Count the lines below that include "labels". Only the number should be given.

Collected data
⟨

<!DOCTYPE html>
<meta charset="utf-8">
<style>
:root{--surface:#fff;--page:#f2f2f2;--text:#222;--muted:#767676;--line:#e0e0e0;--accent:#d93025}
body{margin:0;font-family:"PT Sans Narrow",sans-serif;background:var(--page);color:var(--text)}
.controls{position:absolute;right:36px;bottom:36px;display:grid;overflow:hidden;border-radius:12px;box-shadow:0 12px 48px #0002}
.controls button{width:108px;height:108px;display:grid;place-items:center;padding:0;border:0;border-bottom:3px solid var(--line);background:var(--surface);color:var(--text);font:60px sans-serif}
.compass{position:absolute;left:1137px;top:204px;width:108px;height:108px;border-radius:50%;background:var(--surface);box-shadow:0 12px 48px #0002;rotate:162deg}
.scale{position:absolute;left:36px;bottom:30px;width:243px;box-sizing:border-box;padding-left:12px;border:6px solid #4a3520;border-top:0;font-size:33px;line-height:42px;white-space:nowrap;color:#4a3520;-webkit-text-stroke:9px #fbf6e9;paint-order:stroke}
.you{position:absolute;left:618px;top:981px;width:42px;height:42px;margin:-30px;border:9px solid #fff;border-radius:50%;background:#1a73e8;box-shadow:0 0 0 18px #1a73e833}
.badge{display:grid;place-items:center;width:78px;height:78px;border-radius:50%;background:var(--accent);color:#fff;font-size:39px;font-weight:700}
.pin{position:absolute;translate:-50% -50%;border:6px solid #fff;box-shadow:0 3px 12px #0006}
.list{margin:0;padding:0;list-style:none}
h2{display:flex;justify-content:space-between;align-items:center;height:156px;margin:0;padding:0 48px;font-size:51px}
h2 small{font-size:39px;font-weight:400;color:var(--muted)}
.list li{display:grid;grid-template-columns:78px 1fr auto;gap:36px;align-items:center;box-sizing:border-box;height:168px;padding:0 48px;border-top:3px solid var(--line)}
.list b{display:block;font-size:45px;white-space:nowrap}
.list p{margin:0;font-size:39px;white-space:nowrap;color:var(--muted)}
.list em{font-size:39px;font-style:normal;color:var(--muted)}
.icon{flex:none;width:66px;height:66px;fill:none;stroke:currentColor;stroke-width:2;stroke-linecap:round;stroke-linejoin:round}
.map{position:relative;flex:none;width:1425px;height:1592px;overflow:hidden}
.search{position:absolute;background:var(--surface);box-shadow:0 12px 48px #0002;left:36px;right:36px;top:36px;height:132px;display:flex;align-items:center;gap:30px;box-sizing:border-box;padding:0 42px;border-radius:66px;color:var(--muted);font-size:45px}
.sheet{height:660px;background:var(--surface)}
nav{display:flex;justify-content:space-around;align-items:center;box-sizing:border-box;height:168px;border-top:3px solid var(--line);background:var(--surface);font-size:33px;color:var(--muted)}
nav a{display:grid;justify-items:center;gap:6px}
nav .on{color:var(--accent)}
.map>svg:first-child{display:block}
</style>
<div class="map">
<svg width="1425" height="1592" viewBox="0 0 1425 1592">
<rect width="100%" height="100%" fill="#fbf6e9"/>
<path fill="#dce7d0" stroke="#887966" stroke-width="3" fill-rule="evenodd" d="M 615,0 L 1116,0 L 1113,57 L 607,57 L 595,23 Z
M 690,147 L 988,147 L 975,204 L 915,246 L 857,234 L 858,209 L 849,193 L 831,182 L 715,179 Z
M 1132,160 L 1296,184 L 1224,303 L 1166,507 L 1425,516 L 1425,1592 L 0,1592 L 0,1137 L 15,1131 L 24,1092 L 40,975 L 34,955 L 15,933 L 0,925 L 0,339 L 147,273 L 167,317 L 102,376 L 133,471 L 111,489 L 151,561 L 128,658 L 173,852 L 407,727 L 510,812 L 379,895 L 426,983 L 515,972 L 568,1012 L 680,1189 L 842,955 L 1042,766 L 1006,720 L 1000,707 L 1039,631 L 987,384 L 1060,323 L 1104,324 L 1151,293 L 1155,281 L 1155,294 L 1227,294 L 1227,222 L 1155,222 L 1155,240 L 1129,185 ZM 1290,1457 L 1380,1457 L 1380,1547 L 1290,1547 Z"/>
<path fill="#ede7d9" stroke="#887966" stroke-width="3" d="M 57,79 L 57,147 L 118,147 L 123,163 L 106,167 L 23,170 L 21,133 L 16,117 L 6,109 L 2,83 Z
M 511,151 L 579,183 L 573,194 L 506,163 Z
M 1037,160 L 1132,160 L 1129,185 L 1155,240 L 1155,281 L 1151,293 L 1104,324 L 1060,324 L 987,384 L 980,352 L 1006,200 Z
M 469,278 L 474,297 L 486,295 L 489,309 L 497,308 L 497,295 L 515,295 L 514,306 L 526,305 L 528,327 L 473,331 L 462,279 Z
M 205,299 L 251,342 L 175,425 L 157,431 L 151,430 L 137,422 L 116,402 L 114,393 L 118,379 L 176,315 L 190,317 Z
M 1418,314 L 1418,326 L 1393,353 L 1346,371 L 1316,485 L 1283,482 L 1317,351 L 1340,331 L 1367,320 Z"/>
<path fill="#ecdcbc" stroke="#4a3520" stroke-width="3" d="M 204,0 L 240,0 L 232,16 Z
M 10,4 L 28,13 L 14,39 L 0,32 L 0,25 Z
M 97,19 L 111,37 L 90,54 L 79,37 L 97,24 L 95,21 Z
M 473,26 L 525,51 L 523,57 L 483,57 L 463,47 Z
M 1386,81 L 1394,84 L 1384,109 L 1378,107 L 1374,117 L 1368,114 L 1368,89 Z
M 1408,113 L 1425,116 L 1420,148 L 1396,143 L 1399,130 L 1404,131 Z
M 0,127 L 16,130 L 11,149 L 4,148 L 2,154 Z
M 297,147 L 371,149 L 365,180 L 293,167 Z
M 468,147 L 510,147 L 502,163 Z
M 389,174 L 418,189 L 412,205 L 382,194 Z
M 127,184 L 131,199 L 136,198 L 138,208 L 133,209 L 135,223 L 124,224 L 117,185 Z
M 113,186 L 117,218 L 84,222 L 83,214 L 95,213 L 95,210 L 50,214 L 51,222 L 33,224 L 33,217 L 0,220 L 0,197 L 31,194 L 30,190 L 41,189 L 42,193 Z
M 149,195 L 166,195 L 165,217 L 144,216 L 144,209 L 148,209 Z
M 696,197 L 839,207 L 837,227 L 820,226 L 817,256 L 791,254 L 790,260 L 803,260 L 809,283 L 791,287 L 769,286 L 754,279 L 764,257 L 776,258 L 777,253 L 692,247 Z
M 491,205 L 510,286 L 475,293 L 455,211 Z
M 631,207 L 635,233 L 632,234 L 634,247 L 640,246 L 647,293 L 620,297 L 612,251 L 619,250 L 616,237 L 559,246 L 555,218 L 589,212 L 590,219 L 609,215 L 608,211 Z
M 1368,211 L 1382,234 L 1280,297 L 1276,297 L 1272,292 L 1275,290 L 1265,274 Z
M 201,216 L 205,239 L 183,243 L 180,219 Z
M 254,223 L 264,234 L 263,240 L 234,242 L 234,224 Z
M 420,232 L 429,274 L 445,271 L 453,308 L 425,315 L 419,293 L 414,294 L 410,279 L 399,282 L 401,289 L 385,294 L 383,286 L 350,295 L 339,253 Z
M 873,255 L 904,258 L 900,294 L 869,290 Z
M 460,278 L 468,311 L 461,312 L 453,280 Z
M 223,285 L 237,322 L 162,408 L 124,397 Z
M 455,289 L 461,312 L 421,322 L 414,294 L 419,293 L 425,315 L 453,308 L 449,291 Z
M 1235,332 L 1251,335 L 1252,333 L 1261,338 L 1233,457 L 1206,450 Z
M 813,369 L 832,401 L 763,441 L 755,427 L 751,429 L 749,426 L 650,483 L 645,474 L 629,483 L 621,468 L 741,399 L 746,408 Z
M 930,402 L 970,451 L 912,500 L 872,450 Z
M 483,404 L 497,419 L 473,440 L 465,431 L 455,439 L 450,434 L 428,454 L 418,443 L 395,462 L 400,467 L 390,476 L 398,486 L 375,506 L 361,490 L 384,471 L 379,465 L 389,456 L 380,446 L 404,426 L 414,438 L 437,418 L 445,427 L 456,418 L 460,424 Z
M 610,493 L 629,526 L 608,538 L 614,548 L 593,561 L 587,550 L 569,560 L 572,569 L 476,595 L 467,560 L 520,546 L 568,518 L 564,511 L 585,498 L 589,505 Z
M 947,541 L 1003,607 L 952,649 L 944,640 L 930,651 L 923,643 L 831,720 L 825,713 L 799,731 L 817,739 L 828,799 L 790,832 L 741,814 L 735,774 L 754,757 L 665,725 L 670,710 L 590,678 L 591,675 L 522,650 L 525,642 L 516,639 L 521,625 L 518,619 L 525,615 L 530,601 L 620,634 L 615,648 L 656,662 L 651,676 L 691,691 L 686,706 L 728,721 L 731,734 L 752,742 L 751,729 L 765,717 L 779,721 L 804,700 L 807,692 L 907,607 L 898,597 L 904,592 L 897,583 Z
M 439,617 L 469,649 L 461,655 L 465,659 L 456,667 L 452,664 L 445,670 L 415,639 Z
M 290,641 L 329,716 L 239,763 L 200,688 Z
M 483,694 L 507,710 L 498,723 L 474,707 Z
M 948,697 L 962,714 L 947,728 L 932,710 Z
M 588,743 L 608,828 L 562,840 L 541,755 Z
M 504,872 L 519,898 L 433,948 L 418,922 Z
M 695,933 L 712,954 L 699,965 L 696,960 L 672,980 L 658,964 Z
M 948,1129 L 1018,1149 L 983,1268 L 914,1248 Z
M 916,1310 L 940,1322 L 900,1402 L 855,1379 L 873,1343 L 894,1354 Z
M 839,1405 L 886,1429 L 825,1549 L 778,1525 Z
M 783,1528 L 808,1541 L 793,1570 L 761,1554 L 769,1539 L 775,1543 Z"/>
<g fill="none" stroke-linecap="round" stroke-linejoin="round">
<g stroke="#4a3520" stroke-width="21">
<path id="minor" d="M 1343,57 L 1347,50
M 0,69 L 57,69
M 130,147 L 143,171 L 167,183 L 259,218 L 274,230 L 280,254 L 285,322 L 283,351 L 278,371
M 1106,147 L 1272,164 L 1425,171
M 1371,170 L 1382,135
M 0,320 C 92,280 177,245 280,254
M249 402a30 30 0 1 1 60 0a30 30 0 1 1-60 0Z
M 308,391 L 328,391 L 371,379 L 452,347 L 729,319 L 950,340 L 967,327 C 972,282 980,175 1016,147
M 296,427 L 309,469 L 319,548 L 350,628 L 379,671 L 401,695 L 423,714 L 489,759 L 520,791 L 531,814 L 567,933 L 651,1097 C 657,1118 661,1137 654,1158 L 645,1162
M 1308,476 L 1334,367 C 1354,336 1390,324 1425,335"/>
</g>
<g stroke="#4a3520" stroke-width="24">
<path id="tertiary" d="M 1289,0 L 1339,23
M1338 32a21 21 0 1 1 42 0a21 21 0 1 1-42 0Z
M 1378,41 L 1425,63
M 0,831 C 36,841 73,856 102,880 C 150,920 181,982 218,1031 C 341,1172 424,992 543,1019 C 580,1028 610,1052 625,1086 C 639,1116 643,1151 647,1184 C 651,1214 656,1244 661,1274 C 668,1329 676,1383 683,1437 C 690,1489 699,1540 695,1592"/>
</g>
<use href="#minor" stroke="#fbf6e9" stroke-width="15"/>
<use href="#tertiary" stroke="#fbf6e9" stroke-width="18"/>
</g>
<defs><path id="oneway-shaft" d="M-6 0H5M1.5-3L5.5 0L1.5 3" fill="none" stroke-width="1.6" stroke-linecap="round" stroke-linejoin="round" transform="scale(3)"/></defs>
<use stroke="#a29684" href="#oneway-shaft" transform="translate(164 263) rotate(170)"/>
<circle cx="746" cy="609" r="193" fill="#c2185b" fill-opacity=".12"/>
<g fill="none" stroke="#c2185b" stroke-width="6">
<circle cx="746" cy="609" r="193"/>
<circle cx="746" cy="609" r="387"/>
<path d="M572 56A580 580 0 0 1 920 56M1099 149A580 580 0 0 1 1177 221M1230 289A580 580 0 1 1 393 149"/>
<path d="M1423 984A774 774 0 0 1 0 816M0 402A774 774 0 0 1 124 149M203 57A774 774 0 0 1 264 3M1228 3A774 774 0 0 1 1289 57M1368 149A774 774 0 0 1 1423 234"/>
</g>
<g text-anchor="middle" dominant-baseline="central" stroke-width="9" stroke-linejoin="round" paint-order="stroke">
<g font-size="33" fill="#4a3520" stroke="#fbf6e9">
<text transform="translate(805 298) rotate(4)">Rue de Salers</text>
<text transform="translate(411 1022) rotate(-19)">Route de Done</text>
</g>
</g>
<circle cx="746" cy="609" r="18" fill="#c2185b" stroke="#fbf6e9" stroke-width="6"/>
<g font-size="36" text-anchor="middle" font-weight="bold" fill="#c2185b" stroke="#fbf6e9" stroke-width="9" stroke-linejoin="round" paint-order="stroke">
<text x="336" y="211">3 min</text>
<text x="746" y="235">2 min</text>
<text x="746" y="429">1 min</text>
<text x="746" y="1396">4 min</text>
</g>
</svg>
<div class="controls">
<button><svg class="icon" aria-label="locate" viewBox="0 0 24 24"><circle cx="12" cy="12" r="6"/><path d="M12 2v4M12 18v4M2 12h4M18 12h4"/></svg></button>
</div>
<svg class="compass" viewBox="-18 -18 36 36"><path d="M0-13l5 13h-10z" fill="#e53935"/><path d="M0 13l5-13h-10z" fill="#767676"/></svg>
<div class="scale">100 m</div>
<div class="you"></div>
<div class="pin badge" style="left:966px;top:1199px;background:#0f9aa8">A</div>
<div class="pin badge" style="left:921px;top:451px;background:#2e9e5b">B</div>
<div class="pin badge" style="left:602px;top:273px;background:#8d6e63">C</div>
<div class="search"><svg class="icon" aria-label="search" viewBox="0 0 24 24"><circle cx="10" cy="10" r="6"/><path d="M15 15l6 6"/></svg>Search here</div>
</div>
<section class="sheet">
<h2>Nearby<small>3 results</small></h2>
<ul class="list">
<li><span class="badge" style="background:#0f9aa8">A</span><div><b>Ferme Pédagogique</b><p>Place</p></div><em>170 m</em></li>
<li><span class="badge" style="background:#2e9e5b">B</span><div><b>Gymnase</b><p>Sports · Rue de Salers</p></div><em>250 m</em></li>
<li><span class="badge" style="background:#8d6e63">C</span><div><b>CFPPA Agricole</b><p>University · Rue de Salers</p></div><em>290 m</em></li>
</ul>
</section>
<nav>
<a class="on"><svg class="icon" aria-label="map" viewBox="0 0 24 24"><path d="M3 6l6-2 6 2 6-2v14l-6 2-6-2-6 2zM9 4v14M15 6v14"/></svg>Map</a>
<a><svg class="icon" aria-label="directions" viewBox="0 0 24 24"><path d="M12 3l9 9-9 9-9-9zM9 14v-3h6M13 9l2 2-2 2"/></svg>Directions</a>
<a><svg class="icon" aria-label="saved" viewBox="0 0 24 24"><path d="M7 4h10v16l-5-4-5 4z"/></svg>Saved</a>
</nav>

⟩
⟨

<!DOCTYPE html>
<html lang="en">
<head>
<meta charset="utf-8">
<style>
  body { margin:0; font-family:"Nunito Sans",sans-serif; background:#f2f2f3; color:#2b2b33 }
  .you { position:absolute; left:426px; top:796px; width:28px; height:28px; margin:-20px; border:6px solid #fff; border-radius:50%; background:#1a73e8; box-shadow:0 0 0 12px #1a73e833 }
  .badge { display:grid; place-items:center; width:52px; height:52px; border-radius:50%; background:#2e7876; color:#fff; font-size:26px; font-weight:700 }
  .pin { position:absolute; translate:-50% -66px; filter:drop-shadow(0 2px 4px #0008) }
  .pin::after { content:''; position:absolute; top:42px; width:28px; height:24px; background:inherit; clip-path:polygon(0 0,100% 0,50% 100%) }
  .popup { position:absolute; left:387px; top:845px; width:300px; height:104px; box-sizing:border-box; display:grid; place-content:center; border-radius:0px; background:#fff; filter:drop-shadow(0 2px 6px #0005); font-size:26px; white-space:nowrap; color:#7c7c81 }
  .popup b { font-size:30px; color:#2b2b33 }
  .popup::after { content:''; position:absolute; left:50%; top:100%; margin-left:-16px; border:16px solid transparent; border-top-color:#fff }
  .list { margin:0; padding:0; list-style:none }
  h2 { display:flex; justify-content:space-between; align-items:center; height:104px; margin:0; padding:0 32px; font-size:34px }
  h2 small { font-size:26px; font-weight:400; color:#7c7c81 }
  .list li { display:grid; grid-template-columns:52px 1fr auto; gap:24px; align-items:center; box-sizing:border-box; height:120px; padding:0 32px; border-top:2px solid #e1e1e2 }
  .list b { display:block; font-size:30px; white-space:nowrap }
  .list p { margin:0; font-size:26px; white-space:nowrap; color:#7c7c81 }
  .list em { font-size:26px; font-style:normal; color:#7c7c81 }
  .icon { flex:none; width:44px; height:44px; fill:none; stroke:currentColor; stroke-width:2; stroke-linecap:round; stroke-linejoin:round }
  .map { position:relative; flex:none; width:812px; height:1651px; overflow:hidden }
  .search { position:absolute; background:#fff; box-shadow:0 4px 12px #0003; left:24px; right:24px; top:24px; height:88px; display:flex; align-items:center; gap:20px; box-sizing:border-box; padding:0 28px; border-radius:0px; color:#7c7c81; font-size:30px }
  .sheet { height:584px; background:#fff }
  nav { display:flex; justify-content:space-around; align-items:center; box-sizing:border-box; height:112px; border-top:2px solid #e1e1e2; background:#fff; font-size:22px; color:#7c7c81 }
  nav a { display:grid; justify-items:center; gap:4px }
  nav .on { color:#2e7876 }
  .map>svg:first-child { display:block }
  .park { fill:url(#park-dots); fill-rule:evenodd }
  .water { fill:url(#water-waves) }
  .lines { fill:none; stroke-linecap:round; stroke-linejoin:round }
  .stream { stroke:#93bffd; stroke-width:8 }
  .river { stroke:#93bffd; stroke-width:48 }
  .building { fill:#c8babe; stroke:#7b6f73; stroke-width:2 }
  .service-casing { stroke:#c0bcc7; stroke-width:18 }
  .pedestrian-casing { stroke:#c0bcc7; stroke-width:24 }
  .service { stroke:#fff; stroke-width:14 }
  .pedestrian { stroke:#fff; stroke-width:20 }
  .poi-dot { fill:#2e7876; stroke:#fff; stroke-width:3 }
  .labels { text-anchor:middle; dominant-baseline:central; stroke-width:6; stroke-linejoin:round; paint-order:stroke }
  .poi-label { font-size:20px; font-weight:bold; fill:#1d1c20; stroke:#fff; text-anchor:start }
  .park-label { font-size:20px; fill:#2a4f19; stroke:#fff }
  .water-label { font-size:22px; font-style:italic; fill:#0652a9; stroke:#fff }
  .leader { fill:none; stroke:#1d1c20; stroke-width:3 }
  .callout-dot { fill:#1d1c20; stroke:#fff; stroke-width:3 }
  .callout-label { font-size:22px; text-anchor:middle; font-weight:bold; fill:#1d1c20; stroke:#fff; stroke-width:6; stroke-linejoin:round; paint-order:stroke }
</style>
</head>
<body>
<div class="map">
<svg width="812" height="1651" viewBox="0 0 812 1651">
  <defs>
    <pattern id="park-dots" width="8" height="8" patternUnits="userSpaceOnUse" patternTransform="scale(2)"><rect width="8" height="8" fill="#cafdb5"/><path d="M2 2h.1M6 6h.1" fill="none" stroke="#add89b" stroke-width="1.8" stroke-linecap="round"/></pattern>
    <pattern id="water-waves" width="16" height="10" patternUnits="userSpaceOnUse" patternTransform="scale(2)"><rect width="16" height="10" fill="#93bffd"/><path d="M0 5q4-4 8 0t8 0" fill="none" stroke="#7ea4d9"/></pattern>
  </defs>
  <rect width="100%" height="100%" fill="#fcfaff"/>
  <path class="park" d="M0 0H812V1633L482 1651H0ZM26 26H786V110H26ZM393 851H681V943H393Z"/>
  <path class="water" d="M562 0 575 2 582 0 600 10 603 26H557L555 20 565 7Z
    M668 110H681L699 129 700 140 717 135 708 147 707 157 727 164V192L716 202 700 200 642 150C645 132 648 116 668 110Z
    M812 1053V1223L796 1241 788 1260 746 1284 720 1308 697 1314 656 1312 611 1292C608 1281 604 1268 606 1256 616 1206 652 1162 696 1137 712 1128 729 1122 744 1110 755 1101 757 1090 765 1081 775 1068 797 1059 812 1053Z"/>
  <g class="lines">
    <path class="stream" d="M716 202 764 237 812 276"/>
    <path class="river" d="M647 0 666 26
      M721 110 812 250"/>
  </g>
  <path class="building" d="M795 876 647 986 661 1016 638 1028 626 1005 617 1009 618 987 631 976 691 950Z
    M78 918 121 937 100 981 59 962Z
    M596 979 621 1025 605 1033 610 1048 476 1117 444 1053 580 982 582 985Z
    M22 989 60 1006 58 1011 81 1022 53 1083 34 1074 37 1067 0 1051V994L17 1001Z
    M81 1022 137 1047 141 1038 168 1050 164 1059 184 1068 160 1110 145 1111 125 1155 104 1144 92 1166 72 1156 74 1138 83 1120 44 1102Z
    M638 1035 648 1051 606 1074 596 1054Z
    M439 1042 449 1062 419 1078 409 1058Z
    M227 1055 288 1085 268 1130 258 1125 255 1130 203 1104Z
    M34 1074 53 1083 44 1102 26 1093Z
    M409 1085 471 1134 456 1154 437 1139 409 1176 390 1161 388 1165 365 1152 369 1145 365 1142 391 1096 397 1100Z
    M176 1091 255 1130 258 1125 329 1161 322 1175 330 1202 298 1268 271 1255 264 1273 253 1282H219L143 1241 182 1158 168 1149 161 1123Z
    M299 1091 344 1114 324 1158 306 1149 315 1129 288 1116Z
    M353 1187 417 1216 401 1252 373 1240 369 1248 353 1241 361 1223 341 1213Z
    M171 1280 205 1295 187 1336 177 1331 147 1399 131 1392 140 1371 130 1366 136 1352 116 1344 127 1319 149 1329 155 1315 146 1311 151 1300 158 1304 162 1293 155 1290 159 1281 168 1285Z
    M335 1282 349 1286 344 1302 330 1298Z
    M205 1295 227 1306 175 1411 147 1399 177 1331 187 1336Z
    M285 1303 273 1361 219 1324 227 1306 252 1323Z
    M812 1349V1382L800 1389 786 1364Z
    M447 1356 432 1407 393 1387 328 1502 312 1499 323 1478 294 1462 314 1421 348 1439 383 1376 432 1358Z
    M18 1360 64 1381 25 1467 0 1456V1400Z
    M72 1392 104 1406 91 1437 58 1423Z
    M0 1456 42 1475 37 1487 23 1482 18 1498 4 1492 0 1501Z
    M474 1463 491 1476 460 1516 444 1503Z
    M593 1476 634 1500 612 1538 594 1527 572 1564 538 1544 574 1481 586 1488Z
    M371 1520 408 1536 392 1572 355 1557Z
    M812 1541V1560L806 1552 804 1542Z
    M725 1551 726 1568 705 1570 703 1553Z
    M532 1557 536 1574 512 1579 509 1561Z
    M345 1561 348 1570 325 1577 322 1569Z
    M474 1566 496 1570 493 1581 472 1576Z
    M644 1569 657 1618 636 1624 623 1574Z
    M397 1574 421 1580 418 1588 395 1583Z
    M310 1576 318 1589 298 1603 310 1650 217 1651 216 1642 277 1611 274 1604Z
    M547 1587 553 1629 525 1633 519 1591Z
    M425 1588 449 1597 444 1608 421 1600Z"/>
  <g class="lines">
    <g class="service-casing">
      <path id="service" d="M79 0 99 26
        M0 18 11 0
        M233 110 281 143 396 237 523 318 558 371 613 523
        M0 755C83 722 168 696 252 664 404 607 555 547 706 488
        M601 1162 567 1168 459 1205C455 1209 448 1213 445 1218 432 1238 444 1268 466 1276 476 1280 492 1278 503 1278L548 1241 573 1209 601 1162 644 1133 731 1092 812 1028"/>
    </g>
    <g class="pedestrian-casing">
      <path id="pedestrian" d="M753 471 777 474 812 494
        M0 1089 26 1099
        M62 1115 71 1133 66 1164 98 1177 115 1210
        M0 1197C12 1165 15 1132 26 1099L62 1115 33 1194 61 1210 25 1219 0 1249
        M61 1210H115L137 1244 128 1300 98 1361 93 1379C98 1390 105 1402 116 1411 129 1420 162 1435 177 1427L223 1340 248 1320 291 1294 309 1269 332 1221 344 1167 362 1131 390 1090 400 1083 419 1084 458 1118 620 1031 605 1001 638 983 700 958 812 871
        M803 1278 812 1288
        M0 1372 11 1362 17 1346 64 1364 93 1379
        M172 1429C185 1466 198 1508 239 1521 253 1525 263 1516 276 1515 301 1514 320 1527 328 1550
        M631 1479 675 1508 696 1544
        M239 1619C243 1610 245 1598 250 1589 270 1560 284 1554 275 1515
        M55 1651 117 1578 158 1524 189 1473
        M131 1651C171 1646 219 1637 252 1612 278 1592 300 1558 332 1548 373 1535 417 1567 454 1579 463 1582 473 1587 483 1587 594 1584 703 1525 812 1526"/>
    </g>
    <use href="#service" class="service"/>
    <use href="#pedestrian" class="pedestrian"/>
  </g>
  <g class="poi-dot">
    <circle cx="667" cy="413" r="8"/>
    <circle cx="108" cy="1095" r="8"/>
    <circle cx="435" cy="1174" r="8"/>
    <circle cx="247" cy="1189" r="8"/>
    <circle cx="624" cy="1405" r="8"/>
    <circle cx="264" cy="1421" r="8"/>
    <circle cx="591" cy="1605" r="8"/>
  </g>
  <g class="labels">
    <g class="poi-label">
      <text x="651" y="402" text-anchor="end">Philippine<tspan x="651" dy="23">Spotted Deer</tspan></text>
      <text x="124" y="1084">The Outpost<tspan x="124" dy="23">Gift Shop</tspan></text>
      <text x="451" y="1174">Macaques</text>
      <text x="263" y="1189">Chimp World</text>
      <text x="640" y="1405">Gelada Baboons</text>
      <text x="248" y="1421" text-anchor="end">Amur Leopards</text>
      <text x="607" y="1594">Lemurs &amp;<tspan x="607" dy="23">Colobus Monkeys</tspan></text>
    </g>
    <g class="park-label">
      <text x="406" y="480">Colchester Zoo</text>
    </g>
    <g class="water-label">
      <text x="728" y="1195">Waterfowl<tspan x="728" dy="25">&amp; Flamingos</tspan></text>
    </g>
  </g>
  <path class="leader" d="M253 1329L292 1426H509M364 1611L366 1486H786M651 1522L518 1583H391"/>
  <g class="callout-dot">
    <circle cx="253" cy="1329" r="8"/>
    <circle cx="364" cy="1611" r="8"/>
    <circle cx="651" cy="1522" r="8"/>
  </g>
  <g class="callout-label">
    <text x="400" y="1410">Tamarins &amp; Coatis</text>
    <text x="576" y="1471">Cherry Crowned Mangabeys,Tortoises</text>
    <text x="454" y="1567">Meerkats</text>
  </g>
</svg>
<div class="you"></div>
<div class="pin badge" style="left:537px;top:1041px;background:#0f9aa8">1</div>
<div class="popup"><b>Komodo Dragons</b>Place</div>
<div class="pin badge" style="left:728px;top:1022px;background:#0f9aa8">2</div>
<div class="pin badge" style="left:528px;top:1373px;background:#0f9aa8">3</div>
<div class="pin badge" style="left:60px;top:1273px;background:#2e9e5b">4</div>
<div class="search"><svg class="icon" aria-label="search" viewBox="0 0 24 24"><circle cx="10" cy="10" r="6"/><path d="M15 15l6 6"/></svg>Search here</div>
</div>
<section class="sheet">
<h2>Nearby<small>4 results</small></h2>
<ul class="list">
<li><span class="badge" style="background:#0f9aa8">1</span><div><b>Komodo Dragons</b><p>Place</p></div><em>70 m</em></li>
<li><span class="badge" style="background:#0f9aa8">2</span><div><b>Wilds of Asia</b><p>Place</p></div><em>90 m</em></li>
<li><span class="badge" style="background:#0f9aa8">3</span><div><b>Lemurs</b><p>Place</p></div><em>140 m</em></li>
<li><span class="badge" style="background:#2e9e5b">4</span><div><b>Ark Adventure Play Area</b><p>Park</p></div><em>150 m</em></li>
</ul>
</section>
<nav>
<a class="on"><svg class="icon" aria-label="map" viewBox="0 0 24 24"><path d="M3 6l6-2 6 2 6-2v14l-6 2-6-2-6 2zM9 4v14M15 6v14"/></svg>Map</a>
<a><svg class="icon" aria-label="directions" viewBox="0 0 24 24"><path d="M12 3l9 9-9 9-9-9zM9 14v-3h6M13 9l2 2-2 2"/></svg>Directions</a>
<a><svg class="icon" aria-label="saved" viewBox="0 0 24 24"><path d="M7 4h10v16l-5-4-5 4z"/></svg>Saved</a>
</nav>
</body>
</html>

⟩

Answer section =>
2